As you get frugal with your limited space for a trip from Salt Lake City to Lake Tahoe (um, speaking from personal experience), it can feel overwhelmingly like you’re going to forget something. It’s helpful for me to remind myself frequently that despite the accessorizing and the outdoorsy style we so love, as long as we have the basics to hurtle down the mountain, all will be okay! Still, having a concrete outline makes it significantly easier as you gather your belongings and attempt to shove a winter wardrobe into a tote bag that simply does not have the capacity. So we did the hard work for you, compiling a one-stop shop of our essentials to head out skiing for the weekend.

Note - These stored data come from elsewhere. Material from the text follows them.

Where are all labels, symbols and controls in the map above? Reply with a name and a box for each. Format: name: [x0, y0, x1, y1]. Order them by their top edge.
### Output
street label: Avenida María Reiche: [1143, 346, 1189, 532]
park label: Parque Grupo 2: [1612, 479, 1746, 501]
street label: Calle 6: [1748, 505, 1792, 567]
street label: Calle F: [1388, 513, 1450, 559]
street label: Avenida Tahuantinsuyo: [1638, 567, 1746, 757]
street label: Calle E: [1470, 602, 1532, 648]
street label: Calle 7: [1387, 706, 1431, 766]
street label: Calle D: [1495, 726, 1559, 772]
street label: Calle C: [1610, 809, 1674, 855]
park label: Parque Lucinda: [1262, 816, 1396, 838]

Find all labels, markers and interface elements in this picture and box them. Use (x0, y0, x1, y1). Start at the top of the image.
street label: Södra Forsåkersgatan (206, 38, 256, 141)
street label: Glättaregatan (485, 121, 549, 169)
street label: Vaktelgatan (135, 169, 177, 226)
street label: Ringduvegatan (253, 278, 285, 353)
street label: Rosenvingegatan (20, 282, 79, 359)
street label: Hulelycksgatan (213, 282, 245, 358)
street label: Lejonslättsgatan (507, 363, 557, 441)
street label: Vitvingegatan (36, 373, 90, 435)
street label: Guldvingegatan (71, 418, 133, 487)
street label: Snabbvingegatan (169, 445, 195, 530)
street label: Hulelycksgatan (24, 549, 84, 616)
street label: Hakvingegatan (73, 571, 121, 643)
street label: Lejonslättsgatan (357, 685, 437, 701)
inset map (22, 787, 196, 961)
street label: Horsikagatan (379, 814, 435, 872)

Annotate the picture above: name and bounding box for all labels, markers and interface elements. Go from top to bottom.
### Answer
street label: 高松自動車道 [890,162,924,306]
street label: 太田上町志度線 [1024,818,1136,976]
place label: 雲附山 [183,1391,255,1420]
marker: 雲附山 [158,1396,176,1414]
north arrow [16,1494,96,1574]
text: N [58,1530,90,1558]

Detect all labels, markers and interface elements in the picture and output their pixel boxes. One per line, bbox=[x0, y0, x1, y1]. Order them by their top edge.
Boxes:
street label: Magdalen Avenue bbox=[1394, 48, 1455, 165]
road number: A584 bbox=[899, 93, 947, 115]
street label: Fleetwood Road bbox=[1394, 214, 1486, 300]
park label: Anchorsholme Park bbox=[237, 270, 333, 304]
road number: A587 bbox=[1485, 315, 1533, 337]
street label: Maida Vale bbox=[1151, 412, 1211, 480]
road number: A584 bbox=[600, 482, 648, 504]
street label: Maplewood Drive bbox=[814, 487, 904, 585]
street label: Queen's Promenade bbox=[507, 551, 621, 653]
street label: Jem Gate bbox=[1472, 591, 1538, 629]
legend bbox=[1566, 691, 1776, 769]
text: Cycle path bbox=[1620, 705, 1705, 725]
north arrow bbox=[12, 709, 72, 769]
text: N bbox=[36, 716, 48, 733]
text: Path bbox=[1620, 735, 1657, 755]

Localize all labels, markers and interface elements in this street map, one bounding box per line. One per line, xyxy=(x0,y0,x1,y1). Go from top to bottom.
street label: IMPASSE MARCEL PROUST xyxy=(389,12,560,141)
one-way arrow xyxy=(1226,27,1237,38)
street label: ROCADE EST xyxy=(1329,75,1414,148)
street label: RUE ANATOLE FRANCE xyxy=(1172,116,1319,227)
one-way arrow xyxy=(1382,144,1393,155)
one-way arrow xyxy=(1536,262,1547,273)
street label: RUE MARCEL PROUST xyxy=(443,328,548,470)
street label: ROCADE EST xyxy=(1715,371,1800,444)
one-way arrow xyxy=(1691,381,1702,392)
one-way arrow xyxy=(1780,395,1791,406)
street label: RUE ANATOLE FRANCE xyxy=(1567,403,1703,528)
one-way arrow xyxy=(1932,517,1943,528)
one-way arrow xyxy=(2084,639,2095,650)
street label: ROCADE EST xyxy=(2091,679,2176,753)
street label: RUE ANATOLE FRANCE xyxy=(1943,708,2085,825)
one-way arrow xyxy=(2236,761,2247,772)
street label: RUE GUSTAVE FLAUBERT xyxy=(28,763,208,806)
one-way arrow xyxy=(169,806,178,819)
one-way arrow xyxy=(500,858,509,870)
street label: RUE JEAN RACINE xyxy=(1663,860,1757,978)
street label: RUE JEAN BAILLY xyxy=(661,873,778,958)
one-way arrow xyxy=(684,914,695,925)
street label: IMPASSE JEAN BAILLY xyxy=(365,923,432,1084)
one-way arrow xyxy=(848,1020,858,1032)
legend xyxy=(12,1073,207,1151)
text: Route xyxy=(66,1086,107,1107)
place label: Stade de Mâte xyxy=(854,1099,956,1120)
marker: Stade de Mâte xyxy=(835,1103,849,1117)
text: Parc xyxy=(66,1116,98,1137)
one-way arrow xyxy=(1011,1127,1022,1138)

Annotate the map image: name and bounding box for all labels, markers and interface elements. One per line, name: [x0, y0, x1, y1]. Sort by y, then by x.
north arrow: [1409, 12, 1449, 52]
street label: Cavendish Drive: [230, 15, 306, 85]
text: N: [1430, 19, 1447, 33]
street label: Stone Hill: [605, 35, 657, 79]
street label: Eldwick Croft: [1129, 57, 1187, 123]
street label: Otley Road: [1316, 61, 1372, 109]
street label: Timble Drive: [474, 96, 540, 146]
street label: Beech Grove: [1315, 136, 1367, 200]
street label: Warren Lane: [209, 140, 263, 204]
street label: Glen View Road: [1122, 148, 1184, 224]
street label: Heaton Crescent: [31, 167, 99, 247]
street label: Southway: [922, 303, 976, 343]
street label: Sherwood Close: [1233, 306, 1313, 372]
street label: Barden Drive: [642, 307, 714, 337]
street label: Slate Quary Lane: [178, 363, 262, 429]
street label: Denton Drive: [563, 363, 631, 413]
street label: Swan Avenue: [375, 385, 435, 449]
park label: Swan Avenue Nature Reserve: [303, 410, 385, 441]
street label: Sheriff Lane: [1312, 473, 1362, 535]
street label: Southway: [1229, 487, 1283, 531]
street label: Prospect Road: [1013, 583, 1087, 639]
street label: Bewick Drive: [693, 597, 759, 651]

Women’s Ski Weekend Packing List:


  • Carry on suitcase
  • Personal item
  • Boot bag
  • Ski bag

Our recommendations: If you have the right bag, you can pretty much stuff your entire life into it. (I am unfortunately an overpacker, although I do not recommend being like me in that regard.) I love that the Monos Duffel ($210) and Monos Metro Backpack ($200) have external pockets that you can use as toiletries, meaning that you can continually “add” to your bag without violating the carry-on rule. For a carry-on suitcase, preferences vary but I generally recommend the Away Carry On ($275)—a classic! Category-wise, I cram practically all of my “lifestyle” and “tech” items into my Monos Duffel, while I pack my clothes in my carry on.


  • Ski jacket
  • Ski pants
  • Buff/neckwarmer/balaclava
  • Beanie
  • Base layers (2)
  • Midlayer fleece/jacket/sweater

Our recommendations: Let’s start with base layers. We just wrote a whole edit on which base layers are worth a damn (to be frank) but we’ll recommend a Kari Traa set ($250) or Halfdays seamless layers ($190). For a buff, I love the Goldbergh Twinkle Neckwarmer ($79) to add a luxury touch to the ‘fit. If you’re someone who wants more full coverage, Matek has so many cute balaclavas – we love this printed one ($110) designed by stylist Gia Seo. You already know what we’re going to say for ski jackets and pants: Halfdays, Halfdays, Halfdays. My personal choice? The Ashton Jacket ($425) and the Carson Bib Pant ($325).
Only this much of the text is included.